Personal information
- Born: January 4, 1980 (age 46) Goldsboro, North Carolina, U.S.
- Listed height: 6 ft 0 in (1.83 m)
- Listed weight: 190 lb (86 kg)

Career information
- High school: Goldsboro
- College: Hampton
- NFL draft: 2002: undrafted

Career history
- Chicago Bears (2002–2003); Berlin Thunder (2003); Detroit Lions (2003)*; Indianapolis Colts (2003)*; Albany Conquest (2004–2005); Kansas City Brigade (2006–2008); Alabama Vipers (2010); Orlando Predators (2011–2013); New Orleans VooDoo (2014);
- * Offseason or practice squad member only
- Stats at Pro Football Reference
- Stats at ArenaFan.com

= Travis Coleman =

American football player (born 1980)

Travis Lee Coleman (born January 4, 1980) is an American former professional football defensive back who played in the National Football League (NFL) and Arena Football League (AFL). He played college football at Hampton University. He was a member of the Chicago Bears, Berlin Thunder, Detroit Lions, Indianapolis Colts, Albany Conquest, Kansas City Brigade, Alabama Vipers, Orlando Predators and New Orleans VooDoo.

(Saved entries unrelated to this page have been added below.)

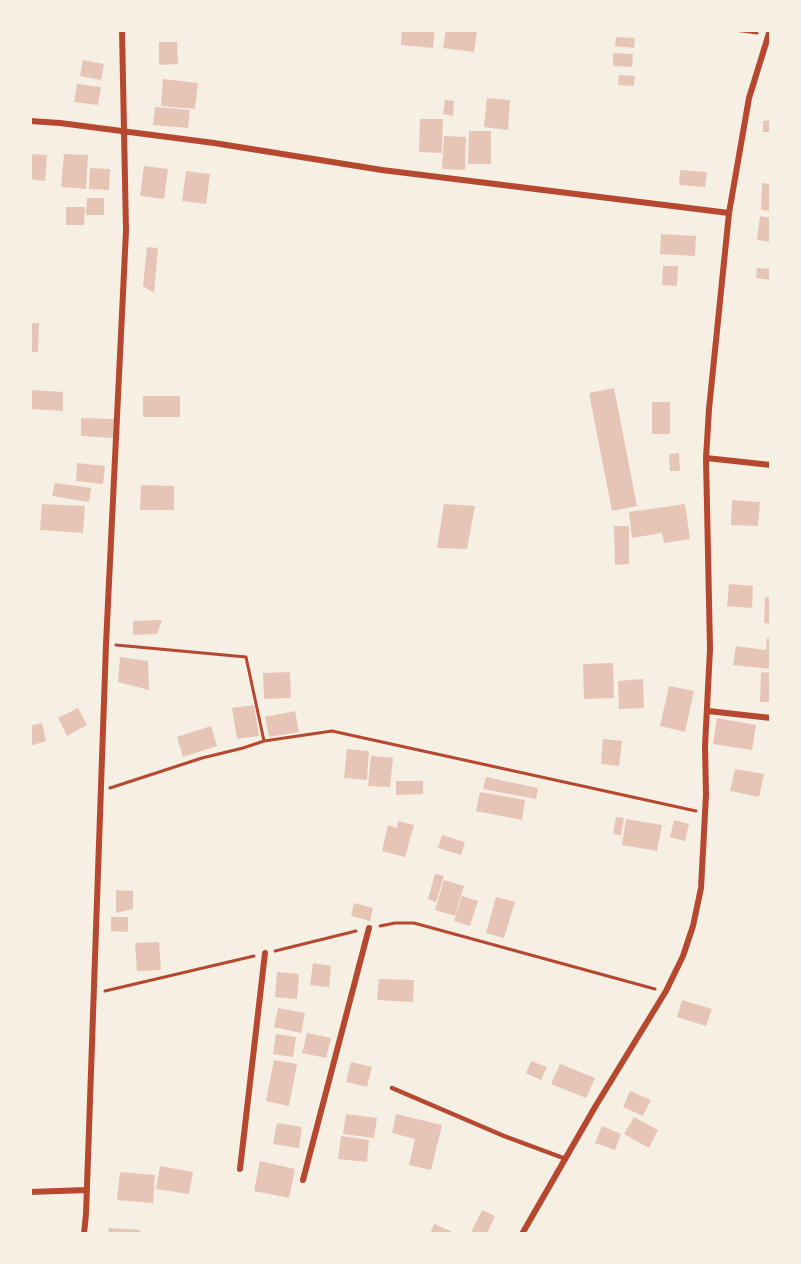 <!DOCTYPE html>
<style>
body{margin:0}
#map{position:relative;width:801px;height:1264px;overflow:hidden;background:#f6efe4;font-family:Spectral,serif}
canvas{display:block}
.frame{position:absolute;inset:0;border:32px solid #f6efe4;pointer-events:none}
</style>
<div id="map">
<canvas width="801" height="1264"></canvas>
<div class="frame"></div>
</div>
<script>
const c = document.querySelector('canvas').getContext('2d');
c.lineJoin = 'round';
function paint(path, color) {
  c.fillStyle = color;
  c.fill(path, 'evenodd');
}
function shape(rows) {
  const path = new Path2D();
  for (const r of rows) {
    path.moveTo(r[0], r[1]);
    for (let i = 2; i < r.length; i += 2) path.lineTo(r[i], r[i + 1]);
  }
  return path;
}
function stroke(path, color, width, dash) {
  c.strokeStyle = color;
  c.lineWidth = width;
  c.lineCap = dash ? 'butt' : 'round';
  c.setLineDash(dash || []);
  c.stroke(path);
}
const building = shape([
 [402,30,435,30,433,48,401,45],
 [446,30,477,30,474,52,443,48],
 [616,37,635,38,634,48,615,46],
 [159,42,177,42,178,64,159,65],
 [613,53,633,54,632,67,613,66],
 [83,60,104,64,101,80,80,76],
 [619,75,635,76,634,86,618,85],
 [163,79,198,83,195,109,161,106],
 [77,84,101,87,98,105,74,102],
 [487,98,510,100,508,130,484,127],
 [445,100,454,101,453,116,443,114],
 [155,107,190,110,188,128,153,125],
 [420,119,443,119,442,153,419,152],
 [771,120,771,132,763,132,763,121],
 [469,131,491,131,491,164,468,164],
 [444,136,466,137,465,170,442,169],
 [30,154,47,155,45,181,30,179],
 [64,154,88,155,86,189,61,187],
 [144,166,168,169,164,199,140,196],
 [90,168,110,169,109,190,89,189],
 [680,170,707,172,705,187,679,185],
 [186,171,210,174,206,204,182,201],
 [762,183,771,184,771,211,761,210],
 [87,198,104,198,104,215,86,215],
 [66,207,85,207,84,225,66,225],
 [760,216,771,218,771,242,757,240],
 [661,234,696,236,695,256,660,254],
 [147,247,158,248,154,293,143,286],
 [663,266,678,266,677,286,662,285],
 [757,268,771,269,771,280,756,278],
 [30,323,39,323,38,352,30,352],
 [614,388,637,506,612,511,589,393],
 [30,390,63,392,63,411,30,409],
 [143,396,180,396,180,417,143,417],
 [652,402,670,402,670,434,652,434],
 [81,418,114,419,113,438,81,436],
 [679,453,680,471,670,471,669,454],
 [77,463,105,466,103,484,76,481],
 [55,483,91,488,89,502,52,496],
 [141,485,174,486,174,510,140,510],
 [732,500,760,502,758,526,731,525],
 [42,504,85,506,83,533,40,530],
 [444,504,475,506,467,549,437,548],
 [685,504,690,539,664,543,662,533,632,538,629,512],
 [614,526,629,526,629,564,615,565],
 [729,584,753,586,752,608,727,606],
 [765,597,771,598,771,624,764,623],
 [162,620,157,634,133,635,133,621],
 [767,638,771,639,771,669,733,665,736,646,766,650],
 [120,657,148,661,149,690,118,682],
 [613,663,614,698,584,699,583,664],
 [290,672,291,698,264,699,263,673],
 [761,672,771,673,771,702,760,702],
 [643,679,644,708,619,709,618,681],
 [669,686,694,691,685,732,660,726],
 [254,705,259,736,237,739,232,708],
 [78,708,87,725,67,736,58,718],
 [295,711,299,732,269,737,265,717],
 [717,718,756,725,752,750,713,744],
 [42,723,46,741,30,746,30,726],
 [211,726,217,746,183,757,177,737],
 [603,739,622,741,619,766,601,764],
 [347,749,369,751,367,780,344,778],
 [371,756,393,758,390,787,368,786],
 [735,769,764,774,759,797,730,791],
 [486,777,538,788,536,799,483,789],
 [396,781,423,781,423,794,396,795],
 [480,792,525,800,522,820,476,811],
 [616,817,624,818,621,835,613,834],
 [626,819,662,825,657,851,622,845],
 [674,820,689,824,685,841,670,837],
 [398,821,414,825,405,857,382,851,388,825,397,828],
 [442,835,465,842,461,855,438,848],
 [435,874,444,876,436,902,428,899],
 [444,880,464,886,455,916,435,910],
 [116,890,133,891,133,909,116,913],
 [462,896,478,901,470,926,454,921],
 [496,897,515,902,504,938,486,933],
 [354,903,373,908,370,921,351,916],
 [111,917,128,917,128,932,111,931],
 [159,942,161,970,137,971,135,943],
 [313,963,331,966,329,987,310,985],
 [277,972,299,974,297,999,275,997],
 [379,979,414,980,413,1002,377,1000],
 [682,1000,712,1009,706,1026,677,1017],
 [278,1008,305,1013,301,1033,274,1027],
 [307,1033,331,1038,326,1058,302,1053],
 [276,1034,296,1037,293,1057,273,1054],
 [274,1060,297,1064,289,1106,266,1101],
 [531,1061,547,1067,541,1080,526,1073],
 [351,1062,372,1067,367,1087,346,1082],
 [560,1064,595,1078,586,1098,551,1084],
 [630,1091,651,1100,643,1116,623,1107],
 [346,1114,377,1118,374,1138,343,1134],
 [396,1114,442,1125,431,1170,409,1165,415,1139,392,1133],
 [634,1117,658,1130,649,1148,624,1134],
 [277,1123,302,1127,299,1148,273,1144],
 [602,1126,621,1134,615,1150,595,1143],
 [341,1136,369,1140,367,1162,338,1159],
 [260,1161,295,1169,289,1198,254,1191],
 [160,1166,193,1172,189,1194,156,1189],
 [120,1172,155,1175,153,1203,117,1200],
 [482,1210,495,1216,487,1234,470,1234],
 [434,1224,457,1234,430,1234],
 [109,1228,140,1230,140,1234,108,1234]
]);
const path = shape([
 [735,30,757,33],
 [116,645,246,657,264,741],
 [110,788,202,758,243,748,264,741,332,731,696,811],
 [380,926,395,923,414,923,655,989],
 [275,951,356,931],
 [105,991,254,956]
]);
const service = shape([
 [392,1088,504,1136,566,1159]
]);
const minor = shape([
 [30,121,60,123,214,143,382,170,729,213],
 [706,458,771,465],
 [708,711,771,718],
 [240,1169,265,953],
 [303,1180,369,928],
 [30,1192,87,1190],
 [84,1234,86,1214,106,644,126,231,122,30],
 [522,1234,595,1107,666,991,683,956,693,926,701,888,706,795,705,746,710,649,706,458,709,409,729,213,749,98,770,30]
]);
paint(building, '#e6c5b7');
stroke(path, '#b5482f', 3);
stroke(service, '#b5482f', 4.5);
stroke(minor, '#b5482f', 6);
</script>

==Early life and college==
Coleman attended Goldsboro High School in Goldsboro, North Carolina.

Coleman earned Second-team All-Mid-Eastern Athletic Conference as a strong safety for the Hampton Pirates. He recorded 147 tackles, 13 interceptions and 48 pass breakups over his four-year career.

==Professional career==
Coleman signed with the Chicago Bears on April 29, 2002. He was released by the Bears on September 1 and signed to the team's practice squad on September 3, 2002. He signed a three-year contract with the Bears on November 12, 2002. He was allocated to NFL Europe in February 2003, where he played for the Berlin Thunder. He was released by the Bears on June 10, 2003.

Coleman spent time with the Detroit Lions during the 2003 off-season. He was signed by the Indianapolis Colts on August 15, 2003. He was released by the Colts on August 31, 2003.

Coleman played for the Albany Conquest of the af2 from 2004 to 2005. He signed with the Kansas City Brigade of the Arena Football League (AFL) on October 15, 2005. He was signed by the Alabama Vipers of the AFL on December 17, 2009. Coleman signed with the AFL's Orlando Predators on October 7, 2010. He played for New Orleans VooDoo of the AFL in 2014 after being traded from the Predators.